Here’s the first insider tip: Have all documents apostilled in advance. This saves time and nerves later.
Days 3-4: Company Name Reservation and Incorporation Documents
While collecting documents, your lawyer reserves the company name. Malta has clear rules:
- The name must be unique
- It must not be misleading or offensive
- Certain terms (Bank, Insurance, Trust) require special licenses
- The name is reserved for 30 days
At the same time, the founding documents are drawn up:
- Memorandum of Association: Basic company data
- Articles of Association: Internal rules and management
- Form A: Application for company registration
- Declaration of Compliance: Confirmation of legal compliance
Days 5-6: Registry Submission and Official Processing
Now things get exciting. The documents go to the Malta Business Registry.
The registrar checks:
- Completeness of all documents
- Compliance with legal minimum requirements
- Availability of the desired company name
- Correctness of information
With a professional service provider, this review takes just 1-2 days. Why? Because experienced lawyers know exactly what the authorities look for.

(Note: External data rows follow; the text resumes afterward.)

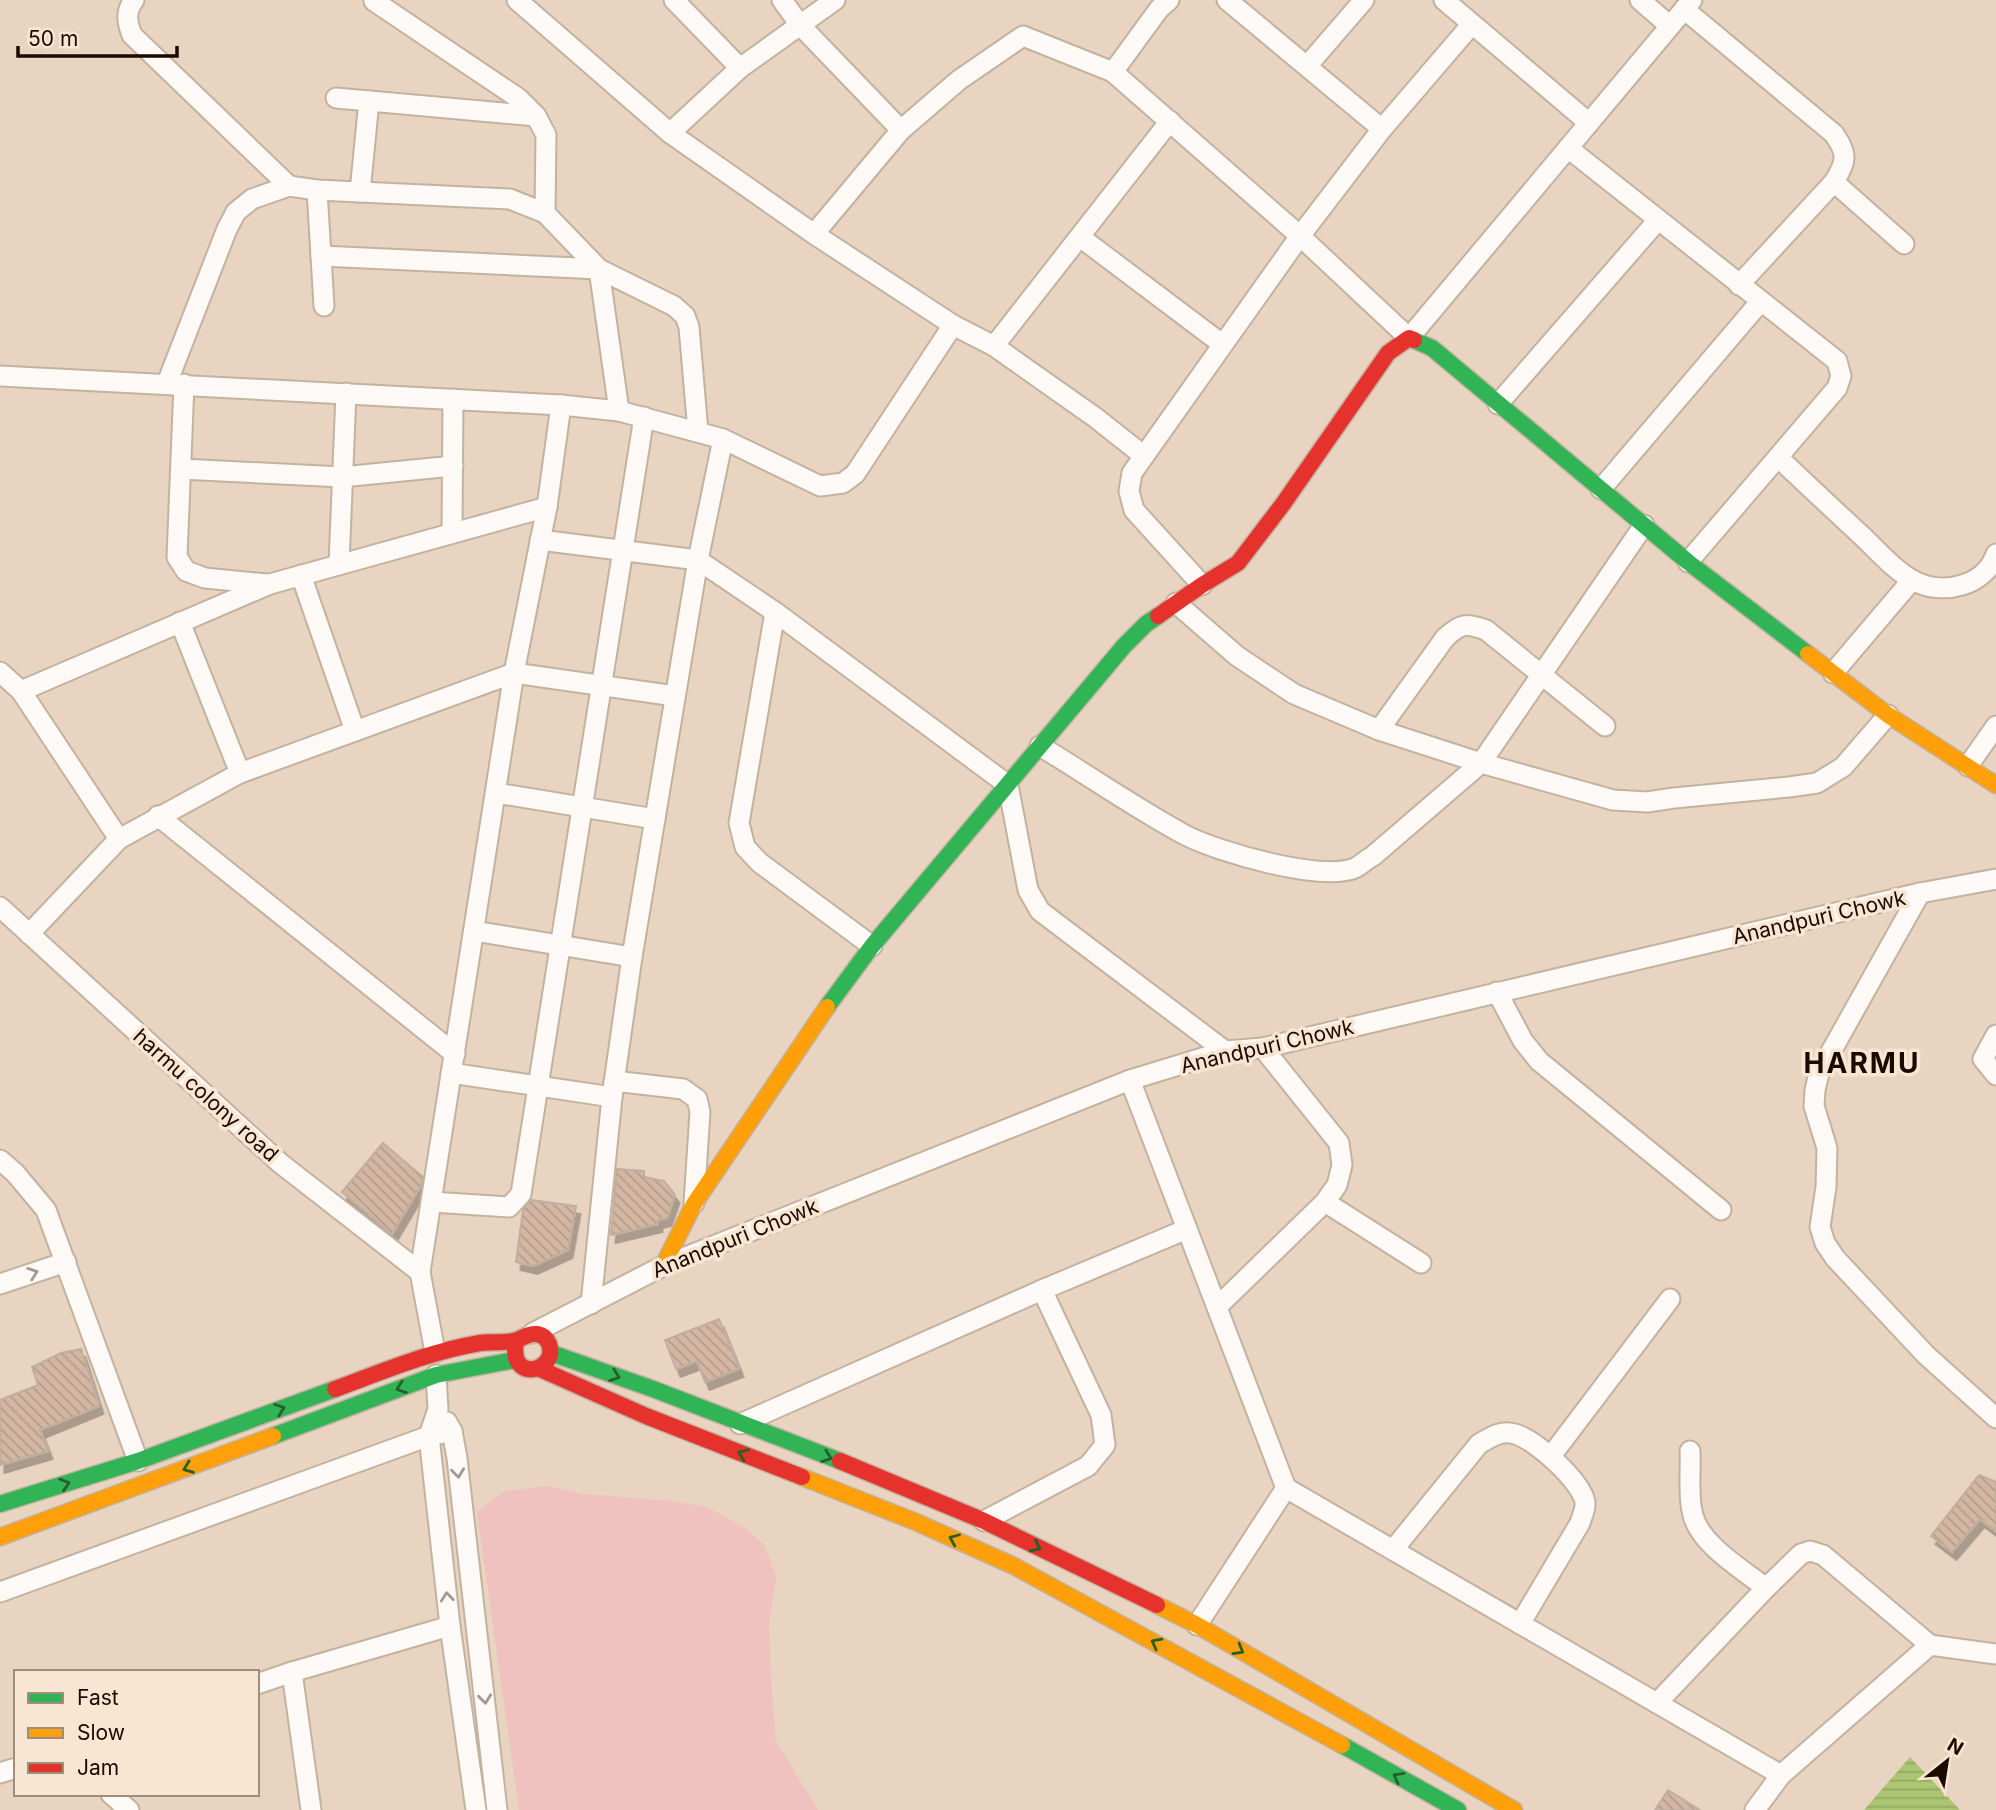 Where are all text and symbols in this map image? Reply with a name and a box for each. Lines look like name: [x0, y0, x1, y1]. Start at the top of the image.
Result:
scale bar: [18, 14, 177, 58]
text: 50 m: [28, 26, 78, 51]
street label: Anandpuri Chowk: [1730, 885, 1909, 949]
street label: Anandpuri Chowk: [1178, 1014, 1357, 1078]
street label: harmu colony road: [128, 1023, 284, 1167]
district label: HARMU: [1804, 1046, 1920, 1080]
street label: Anandpuri Chowk: [648, 1193, 822, 1283]
one-way arrow: [26, 1267, 39, 1281]
one-way arrow: [608, 1368, 620, 1382]
one-way arrow: [396, 1380, 408, 1394]
one-way arrow: [273, 1403, 285, 1417]
one-way arrow: [738, 1448, 750, 1462]
one-way arrow: [821, 1448, 833, 1462]
one-way arrow: [183, 1459, 195, 1473]
one-way arrow: [451, 1467, 466, 1479]
one-way arrow: [59, 1477, 71, 1492]
one-way arrow: [949, 1533, 961, 1547]
one-way arrow: [1029, 1538, 1041, 1552]
one-way arrow: [439, 1591, 454, 1603]
one-way arrow: [1151, 1638, 1164, 1651]
one-way arrow: [1232, 1642, 1244, 1655]
legend: [14, 1670, 259, 1796]
text: Fast: [77, 1685, 119, 1710]
one-way arrow: [477, 1693, 492, 1705]
text: Slow: [77, 1720, 125, 1745]
north arrow: [1912, 1726, 1982, 1796]
text: N: [1943, 1733, 1967, 1760]
text: Jam: [77, 1755, 119, 1780]
one-way arrow: [1393, 1772, 1406, 1785]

Day 7: Certificate of Incorporation and Final Steps
If all goes well, you’ll receive your “Certificate of Incorporation” on the 7th day. This is your company’s birth certificate in Malta.
You’ll also get:
- Company Registration Number: Your unique company number
- VAT Certificate: If you’ve registered for VAT
- Corporate Seal: Company stamp for official documents
- Share Certificates: Share certificates for all shareholders
What Happens If It Takes Longer?
Let’s be honest: Not everything works out in 7 days every time.
Possible delays:
- Incomplete documents: +2-3 days
- Name conflicts: +1-2 days for new reservation
- Questions from authorities: +1-3 days
- Holidays in Malta: +1-2 days
A reputable provider will factor in these risks. That’s why you should always ask for a guarantee.
Overview of Malta’s Minimum Requirements
To ensure your setup runs smoothly, you must meet these minimum requirements:
Criterion | Minimum Requirement |
---|---|
Share capital | €1,165 (at least 20% paid in) |
Shareholders | At least 1 person |
Director | At least 1 person |
Company Secretary | Must be a Maltese resident |
Registered Office | Business address in Malta |
Important note: Company secretary and registered office are generally provided by your service provider.

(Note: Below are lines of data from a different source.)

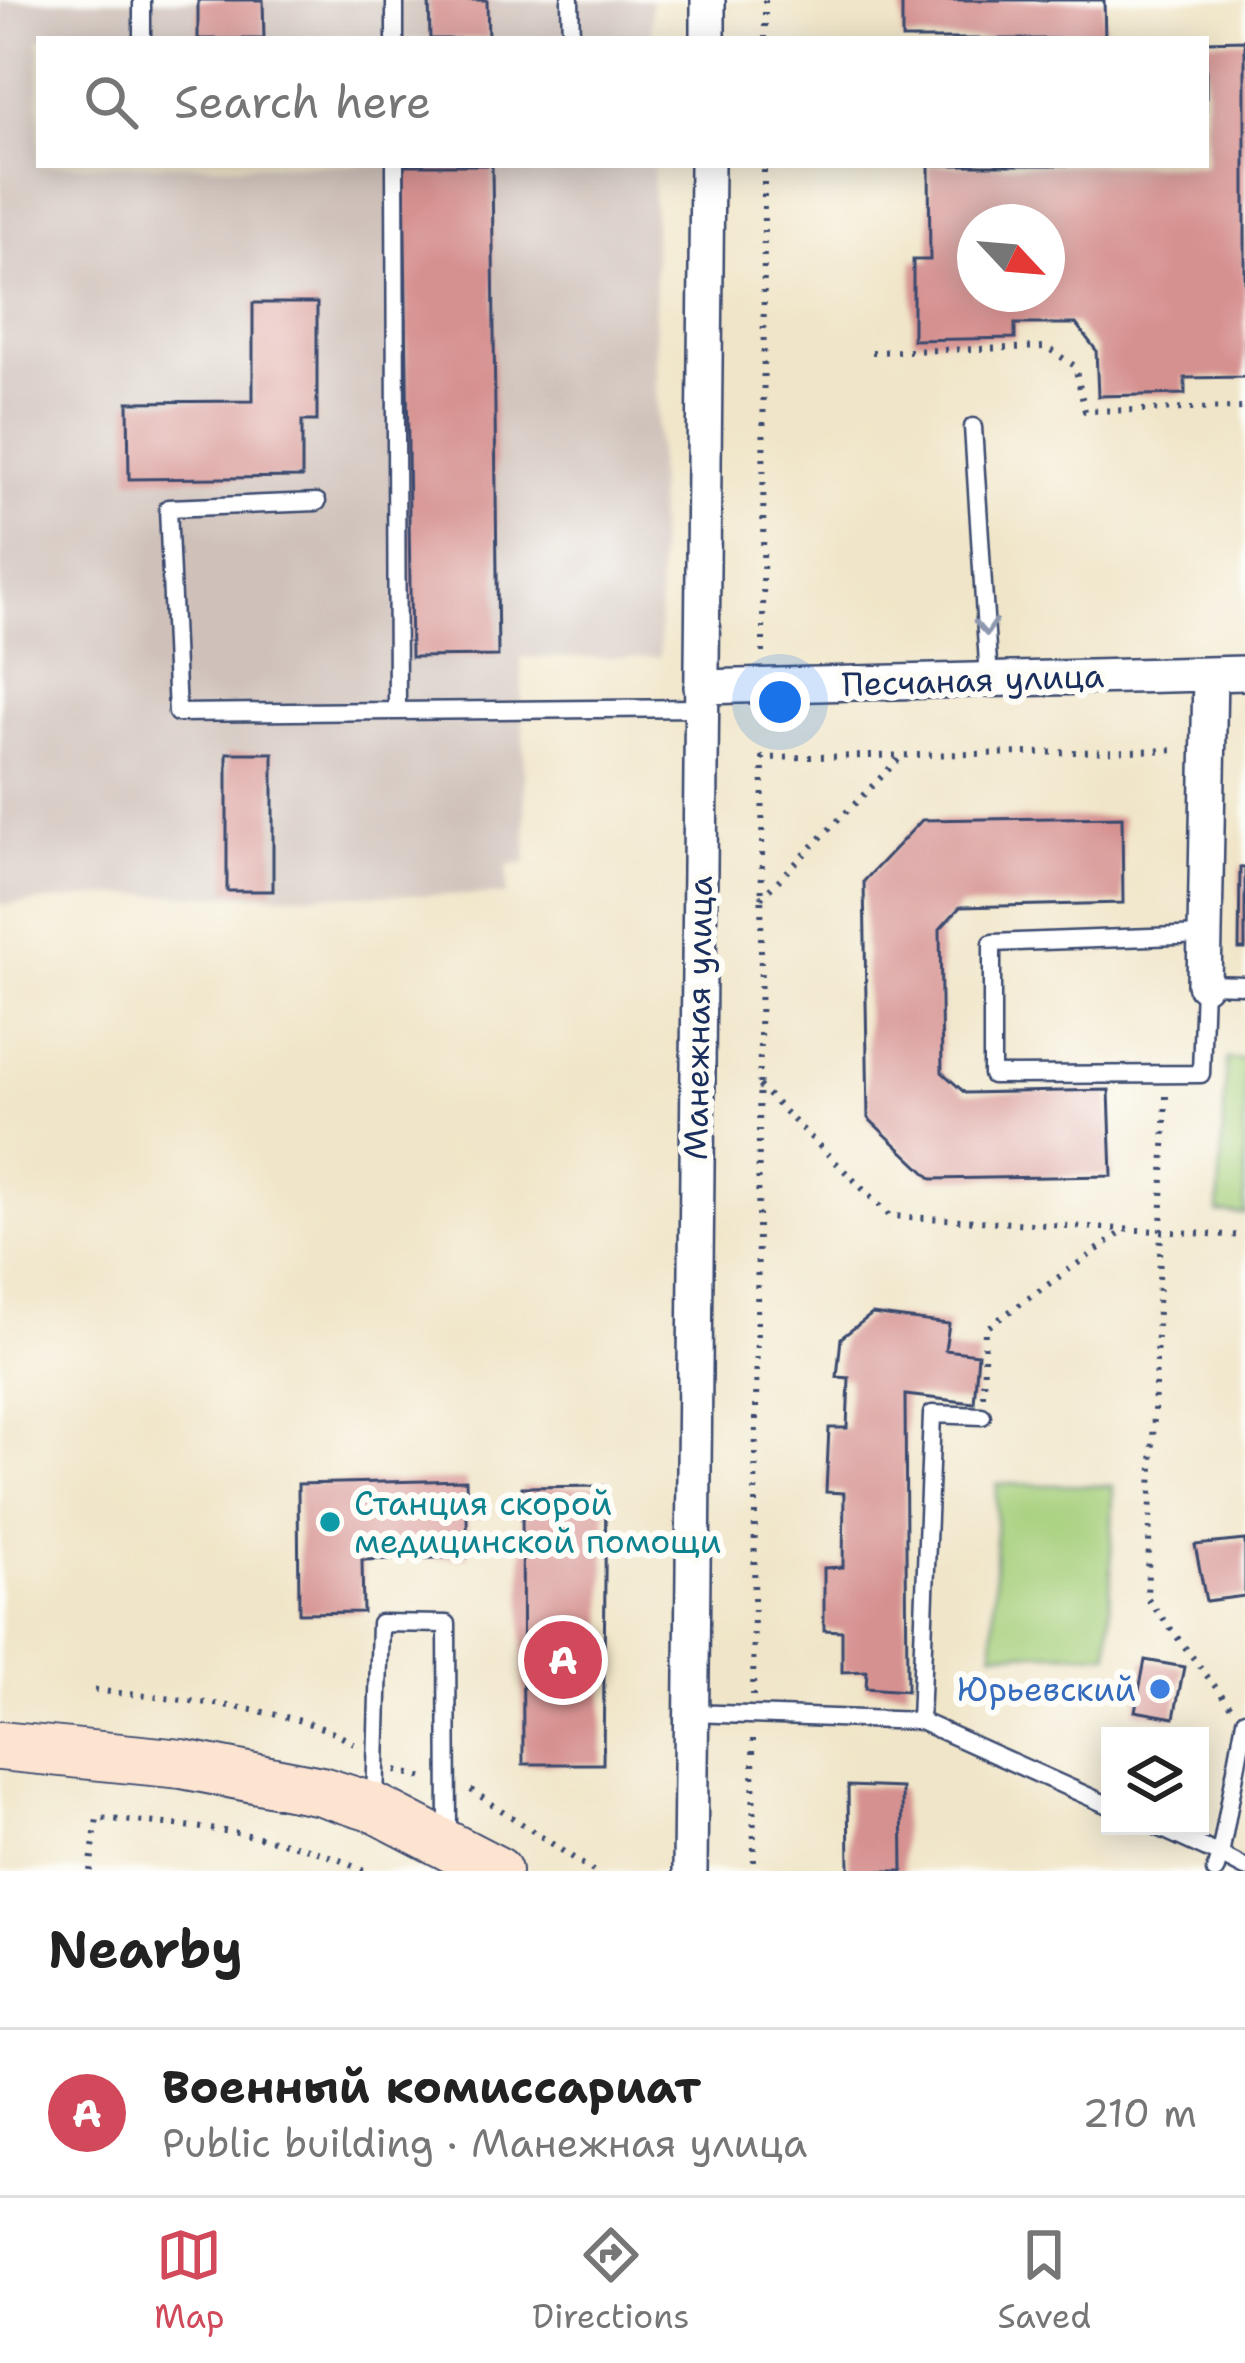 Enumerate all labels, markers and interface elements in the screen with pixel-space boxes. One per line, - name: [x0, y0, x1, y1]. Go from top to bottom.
- search box: [36, 36, 1209, 168]
- icon: search: [78, 69, 144, 135]
- text: Search here: [174, 72, 431, 132]
- north arrow: [957, 204, 1065, 312]
- one-way arrow: [972, 618, 998, 637]
- street label: Песчаная улица: [841, 653, 1105, 707]
- your location: [750, 672, 810, 732]
- street label: Манежная улица: [673, 875, 723, 1161]
- place label: Станция скорой медицинской помощи: [354, 1481, 721, 1564]
- marker: Станция скорой медицинской помощи: [317, 1509, 343, 1535]
- pin: A: [524, 1615, 602, 1705]
- place label: Юрьевский: [957, 1667, 1136, 1712]
- marker: Юрьевский: [1147, 1676, 1173, 1702]
- map controls: [1101, 1727, 1209, 1835]
- button: layers: [1101, 1727, 1209, 1835]
- text: Nearby: [48, 1915, 243, 1983]
- text: Военный комиссариат: [162, 2057, 701, 2117]
- text: A: [72, 2087, 102, 2139]
- text: 210 m: [1082, 2087, 1197, 2139]
- text: Public building · Манежная улица: [162, 2117, 807, 2169]
- tab: Map: [154, 2222, 225, 2339]
- tab: Directions: [532, 2222, 690, 2339]
- tab: Saved: [997, 2222, 1091, 2339]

Costs in Detail: What the €1,500 Include (and What’s Extra)
Let’s talk money. What do the advertised €1,500 actually cover?
You need to be careful here, as not every provider charges honestly.
What the €1,500 Standard Package Usually Includes
A reputable express package should cover these services:
- Company name reservation: Review and reservation (30 days)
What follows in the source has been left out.